▸ Your task
Find every line in the records below that contains "controls", and copy it.

▸ Records for this task
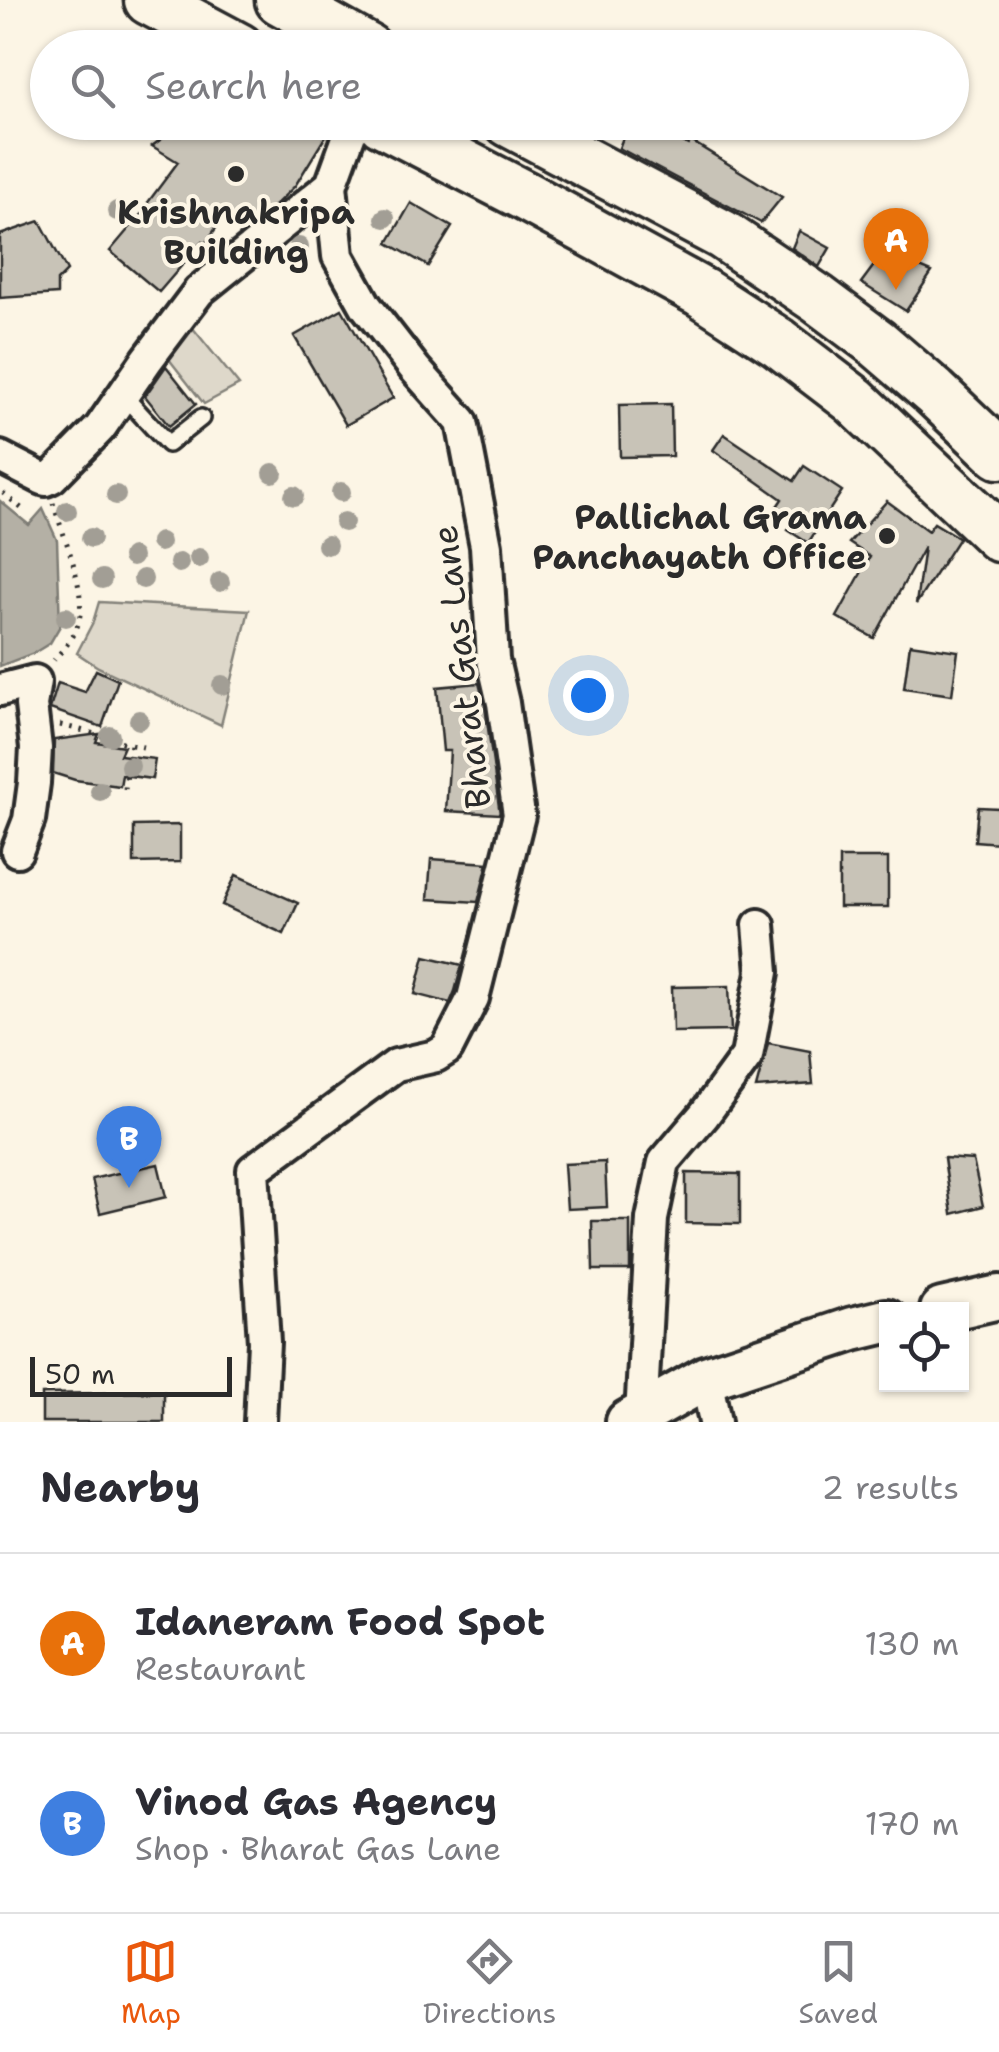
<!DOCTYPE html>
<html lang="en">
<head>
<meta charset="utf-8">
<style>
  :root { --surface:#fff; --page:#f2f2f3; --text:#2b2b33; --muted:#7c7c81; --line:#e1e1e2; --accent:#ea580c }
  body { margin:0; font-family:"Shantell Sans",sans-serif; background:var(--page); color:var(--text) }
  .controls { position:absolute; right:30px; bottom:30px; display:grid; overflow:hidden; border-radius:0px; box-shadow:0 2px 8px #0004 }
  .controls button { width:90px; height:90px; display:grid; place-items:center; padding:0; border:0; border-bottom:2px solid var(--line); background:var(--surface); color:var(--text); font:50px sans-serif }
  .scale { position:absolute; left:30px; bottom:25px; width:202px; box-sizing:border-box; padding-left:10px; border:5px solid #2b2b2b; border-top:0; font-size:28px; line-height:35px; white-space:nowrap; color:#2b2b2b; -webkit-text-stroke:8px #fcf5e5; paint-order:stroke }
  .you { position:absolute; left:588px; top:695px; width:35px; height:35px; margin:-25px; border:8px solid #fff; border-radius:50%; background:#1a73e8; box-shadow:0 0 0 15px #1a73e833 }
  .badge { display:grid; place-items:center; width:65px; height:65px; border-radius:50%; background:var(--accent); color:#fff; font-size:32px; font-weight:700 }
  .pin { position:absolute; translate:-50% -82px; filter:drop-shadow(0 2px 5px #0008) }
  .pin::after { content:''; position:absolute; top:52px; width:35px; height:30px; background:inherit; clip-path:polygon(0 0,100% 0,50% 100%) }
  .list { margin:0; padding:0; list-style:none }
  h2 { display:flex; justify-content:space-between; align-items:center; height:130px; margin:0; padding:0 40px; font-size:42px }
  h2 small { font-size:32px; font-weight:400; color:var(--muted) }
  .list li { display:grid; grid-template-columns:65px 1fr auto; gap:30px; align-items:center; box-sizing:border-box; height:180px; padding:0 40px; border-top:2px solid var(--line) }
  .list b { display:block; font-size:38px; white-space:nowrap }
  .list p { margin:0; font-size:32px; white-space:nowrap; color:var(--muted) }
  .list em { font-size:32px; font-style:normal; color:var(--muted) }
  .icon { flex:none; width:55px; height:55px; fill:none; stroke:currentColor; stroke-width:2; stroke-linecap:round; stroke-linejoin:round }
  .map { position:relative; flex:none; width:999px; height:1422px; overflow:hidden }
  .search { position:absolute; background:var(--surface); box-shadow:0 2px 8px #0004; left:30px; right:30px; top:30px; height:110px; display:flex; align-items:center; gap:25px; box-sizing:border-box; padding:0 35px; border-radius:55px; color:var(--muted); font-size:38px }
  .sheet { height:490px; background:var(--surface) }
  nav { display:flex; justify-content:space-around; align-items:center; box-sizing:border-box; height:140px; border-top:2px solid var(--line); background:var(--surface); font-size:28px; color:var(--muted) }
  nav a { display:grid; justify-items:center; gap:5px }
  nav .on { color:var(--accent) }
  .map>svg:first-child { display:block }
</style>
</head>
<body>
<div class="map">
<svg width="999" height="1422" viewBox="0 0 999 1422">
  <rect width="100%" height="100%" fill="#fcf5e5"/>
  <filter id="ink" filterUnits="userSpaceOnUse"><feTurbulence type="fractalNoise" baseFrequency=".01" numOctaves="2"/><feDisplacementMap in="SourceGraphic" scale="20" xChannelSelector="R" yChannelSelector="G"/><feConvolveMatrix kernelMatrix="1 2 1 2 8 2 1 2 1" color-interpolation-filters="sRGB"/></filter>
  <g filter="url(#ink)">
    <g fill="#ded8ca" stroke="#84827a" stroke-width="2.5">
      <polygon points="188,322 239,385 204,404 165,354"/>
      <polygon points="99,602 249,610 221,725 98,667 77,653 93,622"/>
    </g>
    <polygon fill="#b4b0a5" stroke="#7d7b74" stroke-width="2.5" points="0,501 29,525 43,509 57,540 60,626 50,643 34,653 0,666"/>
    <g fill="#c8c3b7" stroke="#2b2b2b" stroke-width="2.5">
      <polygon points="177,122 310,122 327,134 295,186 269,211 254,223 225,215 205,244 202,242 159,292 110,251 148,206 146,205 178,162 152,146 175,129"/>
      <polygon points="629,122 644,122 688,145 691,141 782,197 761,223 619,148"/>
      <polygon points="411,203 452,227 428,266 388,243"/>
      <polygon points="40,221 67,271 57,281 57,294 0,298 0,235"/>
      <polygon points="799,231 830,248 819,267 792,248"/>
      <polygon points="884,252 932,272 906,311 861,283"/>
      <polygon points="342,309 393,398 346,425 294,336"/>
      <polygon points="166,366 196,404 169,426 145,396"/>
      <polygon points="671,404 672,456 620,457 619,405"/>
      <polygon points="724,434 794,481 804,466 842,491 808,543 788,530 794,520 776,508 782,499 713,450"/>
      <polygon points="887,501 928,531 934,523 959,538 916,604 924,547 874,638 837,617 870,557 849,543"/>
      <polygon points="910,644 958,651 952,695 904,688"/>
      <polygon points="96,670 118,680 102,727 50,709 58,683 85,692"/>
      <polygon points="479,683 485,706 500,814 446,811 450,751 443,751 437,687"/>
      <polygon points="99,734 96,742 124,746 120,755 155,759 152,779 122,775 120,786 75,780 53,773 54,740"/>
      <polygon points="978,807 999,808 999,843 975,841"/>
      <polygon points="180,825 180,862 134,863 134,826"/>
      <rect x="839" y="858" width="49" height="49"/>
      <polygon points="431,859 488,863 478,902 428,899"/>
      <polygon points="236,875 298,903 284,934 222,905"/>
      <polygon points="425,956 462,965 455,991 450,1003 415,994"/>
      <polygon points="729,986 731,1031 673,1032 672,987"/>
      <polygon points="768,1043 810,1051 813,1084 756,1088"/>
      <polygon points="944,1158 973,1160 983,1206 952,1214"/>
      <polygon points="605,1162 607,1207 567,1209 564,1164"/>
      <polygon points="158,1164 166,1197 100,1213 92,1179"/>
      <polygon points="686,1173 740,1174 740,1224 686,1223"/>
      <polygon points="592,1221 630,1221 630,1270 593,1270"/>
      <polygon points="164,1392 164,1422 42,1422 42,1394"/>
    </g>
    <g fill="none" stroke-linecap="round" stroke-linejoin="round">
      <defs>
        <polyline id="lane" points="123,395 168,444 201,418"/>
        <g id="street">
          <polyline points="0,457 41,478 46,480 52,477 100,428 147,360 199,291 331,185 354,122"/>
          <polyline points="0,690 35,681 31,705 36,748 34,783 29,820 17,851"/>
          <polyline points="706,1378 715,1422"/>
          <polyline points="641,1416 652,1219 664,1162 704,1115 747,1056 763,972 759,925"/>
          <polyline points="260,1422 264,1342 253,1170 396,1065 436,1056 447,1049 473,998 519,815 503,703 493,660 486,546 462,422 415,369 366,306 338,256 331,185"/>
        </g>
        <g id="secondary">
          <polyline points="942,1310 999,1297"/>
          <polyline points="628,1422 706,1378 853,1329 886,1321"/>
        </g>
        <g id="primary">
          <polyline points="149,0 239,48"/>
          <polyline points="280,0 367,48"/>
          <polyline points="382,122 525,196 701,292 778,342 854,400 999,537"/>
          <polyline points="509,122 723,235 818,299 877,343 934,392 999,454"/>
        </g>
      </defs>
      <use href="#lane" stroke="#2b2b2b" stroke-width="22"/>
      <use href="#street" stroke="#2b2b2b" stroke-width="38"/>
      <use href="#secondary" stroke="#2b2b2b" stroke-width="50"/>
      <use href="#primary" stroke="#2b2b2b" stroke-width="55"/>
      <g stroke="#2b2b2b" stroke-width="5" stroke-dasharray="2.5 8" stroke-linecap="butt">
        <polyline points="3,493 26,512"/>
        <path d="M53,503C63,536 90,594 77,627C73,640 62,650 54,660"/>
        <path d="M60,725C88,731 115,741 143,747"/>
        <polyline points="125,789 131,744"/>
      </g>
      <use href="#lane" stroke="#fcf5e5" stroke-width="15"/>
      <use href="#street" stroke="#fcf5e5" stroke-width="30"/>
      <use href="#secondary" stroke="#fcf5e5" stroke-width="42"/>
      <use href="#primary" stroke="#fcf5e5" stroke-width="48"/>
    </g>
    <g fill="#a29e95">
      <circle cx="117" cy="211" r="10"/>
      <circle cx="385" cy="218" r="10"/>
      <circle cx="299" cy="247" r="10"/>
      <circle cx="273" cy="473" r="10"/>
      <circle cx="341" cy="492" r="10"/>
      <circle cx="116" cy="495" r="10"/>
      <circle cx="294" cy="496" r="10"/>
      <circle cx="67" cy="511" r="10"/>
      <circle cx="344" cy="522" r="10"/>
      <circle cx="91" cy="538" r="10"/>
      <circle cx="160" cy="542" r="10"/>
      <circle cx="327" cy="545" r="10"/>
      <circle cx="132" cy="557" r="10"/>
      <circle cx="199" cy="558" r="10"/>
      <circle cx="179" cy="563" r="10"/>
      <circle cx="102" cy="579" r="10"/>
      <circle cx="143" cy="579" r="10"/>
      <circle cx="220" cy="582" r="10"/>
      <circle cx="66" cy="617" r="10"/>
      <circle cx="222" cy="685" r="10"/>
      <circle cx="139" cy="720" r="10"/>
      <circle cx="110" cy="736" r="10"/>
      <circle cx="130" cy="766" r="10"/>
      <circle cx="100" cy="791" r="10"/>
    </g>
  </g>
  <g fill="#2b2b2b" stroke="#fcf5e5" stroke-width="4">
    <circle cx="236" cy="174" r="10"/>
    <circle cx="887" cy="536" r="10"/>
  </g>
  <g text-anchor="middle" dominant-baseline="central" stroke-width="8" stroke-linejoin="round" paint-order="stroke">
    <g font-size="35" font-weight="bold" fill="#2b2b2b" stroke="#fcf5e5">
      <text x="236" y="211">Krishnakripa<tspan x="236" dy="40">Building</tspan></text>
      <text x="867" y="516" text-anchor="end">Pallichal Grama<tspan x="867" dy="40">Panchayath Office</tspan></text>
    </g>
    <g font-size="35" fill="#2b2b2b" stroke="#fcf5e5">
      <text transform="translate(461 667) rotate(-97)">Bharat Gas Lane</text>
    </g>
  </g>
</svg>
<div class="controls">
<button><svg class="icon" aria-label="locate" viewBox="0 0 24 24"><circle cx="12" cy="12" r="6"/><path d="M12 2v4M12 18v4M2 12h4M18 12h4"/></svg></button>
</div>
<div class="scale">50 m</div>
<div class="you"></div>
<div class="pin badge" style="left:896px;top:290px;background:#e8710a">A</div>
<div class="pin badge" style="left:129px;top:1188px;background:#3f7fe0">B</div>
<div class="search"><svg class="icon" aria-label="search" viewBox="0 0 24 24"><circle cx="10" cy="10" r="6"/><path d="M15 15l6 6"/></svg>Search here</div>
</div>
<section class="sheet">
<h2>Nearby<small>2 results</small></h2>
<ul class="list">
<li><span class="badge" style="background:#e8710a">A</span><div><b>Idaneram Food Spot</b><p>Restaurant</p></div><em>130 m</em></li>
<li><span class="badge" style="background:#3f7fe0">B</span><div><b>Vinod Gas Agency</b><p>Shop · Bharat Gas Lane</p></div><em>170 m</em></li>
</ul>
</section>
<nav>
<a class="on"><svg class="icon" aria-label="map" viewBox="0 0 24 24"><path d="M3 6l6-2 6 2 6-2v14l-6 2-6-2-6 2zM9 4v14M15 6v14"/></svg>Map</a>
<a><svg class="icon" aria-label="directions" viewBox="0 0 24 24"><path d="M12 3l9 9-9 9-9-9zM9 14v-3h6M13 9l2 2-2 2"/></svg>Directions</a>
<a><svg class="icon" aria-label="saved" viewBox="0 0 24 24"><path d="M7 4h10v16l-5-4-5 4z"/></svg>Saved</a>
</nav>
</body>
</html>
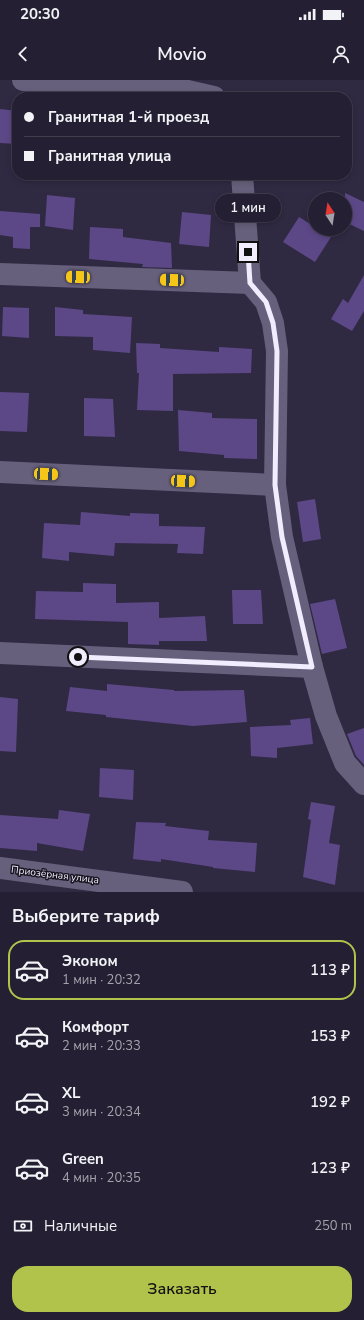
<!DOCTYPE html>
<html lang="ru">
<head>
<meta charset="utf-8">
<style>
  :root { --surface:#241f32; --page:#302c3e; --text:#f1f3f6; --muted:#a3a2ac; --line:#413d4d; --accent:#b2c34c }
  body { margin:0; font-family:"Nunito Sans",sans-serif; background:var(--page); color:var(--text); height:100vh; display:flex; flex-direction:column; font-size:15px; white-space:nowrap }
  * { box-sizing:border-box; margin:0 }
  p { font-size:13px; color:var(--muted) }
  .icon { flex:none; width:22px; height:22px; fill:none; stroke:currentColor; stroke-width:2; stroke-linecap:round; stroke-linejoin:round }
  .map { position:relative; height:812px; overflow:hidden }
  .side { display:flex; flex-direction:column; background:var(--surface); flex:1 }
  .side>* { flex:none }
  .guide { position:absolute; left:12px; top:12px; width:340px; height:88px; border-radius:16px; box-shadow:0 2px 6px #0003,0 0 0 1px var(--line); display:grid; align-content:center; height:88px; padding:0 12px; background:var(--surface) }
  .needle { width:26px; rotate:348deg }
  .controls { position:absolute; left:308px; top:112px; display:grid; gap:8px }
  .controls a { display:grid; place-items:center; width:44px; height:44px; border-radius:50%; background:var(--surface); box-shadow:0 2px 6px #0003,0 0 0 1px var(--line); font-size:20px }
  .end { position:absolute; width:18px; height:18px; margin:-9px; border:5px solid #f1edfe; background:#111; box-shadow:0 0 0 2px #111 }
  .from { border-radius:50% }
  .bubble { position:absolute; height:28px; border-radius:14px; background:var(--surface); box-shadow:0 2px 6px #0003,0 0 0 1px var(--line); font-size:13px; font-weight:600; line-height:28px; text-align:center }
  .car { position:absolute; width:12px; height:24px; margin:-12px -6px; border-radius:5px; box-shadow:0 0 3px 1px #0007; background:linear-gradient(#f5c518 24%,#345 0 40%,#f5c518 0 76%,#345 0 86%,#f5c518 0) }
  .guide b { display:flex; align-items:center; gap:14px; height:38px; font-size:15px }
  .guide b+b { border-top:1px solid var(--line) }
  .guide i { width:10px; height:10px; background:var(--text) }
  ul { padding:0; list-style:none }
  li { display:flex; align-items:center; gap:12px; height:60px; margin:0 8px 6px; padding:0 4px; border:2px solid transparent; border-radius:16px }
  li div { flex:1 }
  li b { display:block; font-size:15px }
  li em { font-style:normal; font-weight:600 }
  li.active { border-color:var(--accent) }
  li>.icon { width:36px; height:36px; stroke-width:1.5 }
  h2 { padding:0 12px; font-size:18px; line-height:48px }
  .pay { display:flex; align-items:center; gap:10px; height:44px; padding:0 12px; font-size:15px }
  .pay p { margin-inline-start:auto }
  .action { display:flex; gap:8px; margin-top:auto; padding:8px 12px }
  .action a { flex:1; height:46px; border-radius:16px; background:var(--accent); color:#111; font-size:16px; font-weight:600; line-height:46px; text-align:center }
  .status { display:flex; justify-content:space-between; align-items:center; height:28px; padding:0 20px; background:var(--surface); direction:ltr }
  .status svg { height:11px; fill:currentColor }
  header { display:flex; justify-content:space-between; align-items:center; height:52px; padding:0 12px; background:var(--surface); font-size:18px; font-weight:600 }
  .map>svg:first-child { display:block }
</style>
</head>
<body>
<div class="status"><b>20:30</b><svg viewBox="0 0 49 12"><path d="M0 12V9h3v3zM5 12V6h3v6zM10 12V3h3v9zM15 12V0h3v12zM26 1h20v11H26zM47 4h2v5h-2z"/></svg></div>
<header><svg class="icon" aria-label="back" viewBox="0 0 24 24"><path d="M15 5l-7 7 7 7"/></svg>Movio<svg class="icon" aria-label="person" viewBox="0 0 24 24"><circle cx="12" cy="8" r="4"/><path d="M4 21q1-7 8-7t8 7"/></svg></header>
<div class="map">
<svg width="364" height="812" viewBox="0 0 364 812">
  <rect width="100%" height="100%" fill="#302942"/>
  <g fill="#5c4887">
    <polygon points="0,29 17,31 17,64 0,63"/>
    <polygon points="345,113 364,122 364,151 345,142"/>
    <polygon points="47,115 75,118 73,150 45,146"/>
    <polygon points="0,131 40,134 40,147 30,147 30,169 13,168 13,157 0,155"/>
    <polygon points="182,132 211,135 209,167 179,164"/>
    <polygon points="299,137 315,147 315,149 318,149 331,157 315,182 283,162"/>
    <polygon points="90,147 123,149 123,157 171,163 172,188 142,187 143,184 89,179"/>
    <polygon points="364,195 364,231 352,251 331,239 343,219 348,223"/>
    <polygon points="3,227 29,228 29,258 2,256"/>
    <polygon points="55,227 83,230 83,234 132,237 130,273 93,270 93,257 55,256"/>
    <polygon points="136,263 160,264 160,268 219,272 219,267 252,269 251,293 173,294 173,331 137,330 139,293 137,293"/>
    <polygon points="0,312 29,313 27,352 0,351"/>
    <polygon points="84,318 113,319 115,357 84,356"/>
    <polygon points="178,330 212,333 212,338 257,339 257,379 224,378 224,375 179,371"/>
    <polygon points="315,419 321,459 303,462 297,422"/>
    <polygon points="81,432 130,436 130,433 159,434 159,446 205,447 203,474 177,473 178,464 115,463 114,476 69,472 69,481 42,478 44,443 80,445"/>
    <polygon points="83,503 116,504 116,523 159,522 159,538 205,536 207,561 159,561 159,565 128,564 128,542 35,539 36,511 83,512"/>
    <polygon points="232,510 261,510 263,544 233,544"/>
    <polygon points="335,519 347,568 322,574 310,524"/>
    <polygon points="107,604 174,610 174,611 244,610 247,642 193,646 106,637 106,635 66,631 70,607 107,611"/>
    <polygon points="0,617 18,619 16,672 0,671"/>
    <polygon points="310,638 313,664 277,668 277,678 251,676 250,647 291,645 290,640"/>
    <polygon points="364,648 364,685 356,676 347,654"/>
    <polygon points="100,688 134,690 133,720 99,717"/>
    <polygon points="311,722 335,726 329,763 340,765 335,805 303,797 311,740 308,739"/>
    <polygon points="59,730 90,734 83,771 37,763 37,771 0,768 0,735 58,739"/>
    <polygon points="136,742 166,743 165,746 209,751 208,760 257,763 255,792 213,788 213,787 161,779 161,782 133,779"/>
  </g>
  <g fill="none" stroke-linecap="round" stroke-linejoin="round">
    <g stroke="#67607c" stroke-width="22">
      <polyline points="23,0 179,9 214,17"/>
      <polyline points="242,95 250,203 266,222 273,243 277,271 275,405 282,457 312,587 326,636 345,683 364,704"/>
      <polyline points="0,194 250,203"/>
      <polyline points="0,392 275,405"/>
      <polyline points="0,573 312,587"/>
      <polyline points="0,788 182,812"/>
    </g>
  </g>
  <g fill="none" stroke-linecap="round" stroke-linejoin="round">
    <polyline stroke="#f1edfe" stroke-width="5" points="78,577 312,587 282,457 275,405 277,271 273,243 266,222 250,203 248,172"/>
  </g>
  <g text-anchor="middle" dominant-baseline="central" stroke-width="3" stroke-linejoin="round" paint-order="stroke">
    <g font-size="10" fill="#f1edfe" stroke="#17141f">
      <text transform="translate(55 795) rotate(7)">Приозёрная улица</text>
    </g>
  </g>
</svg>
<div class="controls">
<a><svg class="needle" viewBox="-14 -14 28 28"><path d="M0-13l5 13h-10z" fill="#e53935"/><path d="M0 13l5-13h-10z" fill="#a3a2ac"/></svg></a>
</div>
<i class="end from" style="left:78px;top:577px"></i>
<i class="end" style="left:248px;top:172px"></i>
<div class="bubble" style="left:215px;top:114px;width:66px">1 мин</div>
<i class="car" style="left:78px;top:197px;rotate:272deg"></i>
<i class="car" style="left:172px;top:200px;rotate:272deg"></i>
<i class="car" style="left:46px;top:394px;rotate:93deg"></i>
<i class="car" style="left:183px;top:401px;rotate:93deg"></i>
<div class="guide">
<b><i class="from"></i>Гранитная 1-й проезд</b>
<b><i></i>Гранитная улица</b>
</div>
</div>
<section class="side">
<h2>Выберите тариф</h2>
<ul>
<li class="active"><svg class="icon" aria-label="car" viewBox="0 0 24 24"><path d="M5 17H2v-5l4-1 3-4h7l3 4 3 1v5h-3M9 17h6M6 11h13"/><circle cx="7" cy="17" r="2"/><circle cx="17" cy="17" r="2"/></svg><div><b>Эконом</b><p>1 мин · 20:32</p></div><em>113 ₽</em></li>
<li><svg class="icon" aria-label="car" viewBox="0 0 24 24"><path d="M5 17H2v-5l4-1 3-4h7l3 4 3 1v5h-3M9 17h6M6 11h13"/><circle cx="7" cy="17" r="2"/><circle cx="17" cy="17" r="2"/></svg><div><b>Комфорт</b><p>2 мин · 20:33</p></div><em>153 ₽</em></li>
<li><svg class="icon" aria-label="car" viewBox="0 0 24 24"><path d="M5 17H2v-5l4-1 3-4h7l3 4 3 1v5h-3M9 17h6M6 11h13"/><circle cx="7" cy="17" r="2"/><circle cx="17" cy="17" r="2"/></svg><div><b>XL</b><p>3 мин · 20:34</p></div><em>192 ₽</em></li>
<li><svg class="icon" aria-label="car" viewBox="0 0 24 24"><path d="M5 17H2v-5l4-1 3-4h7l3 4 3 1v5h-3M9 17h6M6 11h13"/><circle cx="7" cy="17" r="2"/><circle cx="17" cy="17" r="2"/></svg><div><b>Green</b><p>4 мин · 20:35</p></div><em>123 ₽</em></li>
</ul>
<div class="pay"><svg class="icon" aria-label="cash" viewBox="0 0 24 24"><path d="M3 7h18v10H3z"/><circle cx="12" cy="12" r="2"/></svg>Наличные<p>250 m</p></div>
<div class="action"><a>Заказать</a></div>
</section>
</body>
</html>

▸ Expected output
  .controls { position:absolute; right:30px; bottom:30px; display:grid; overflow:hidden; border-radius:0px; box-shadow:0 2px 8px #0004 }
  .controls button { width:90px; height:90px; display:grid; place-items:center; padding:0; border:0; border-bottom:2px solid var(--line); background:var(--surface); color:var(--text); font:50px sans-serif }
<div class="controls">
  .controls { position:absolute; left:308px; top:112px; display:grid; gap:8px }
  .controls a { display:grid; place-items:center; width:44px; height:44px; border-radius:50%; background:var(--surface); box-shadow:0 2px 6px #0003,0 0 0 1px var(--line); font-size:20px }
<div class="controls">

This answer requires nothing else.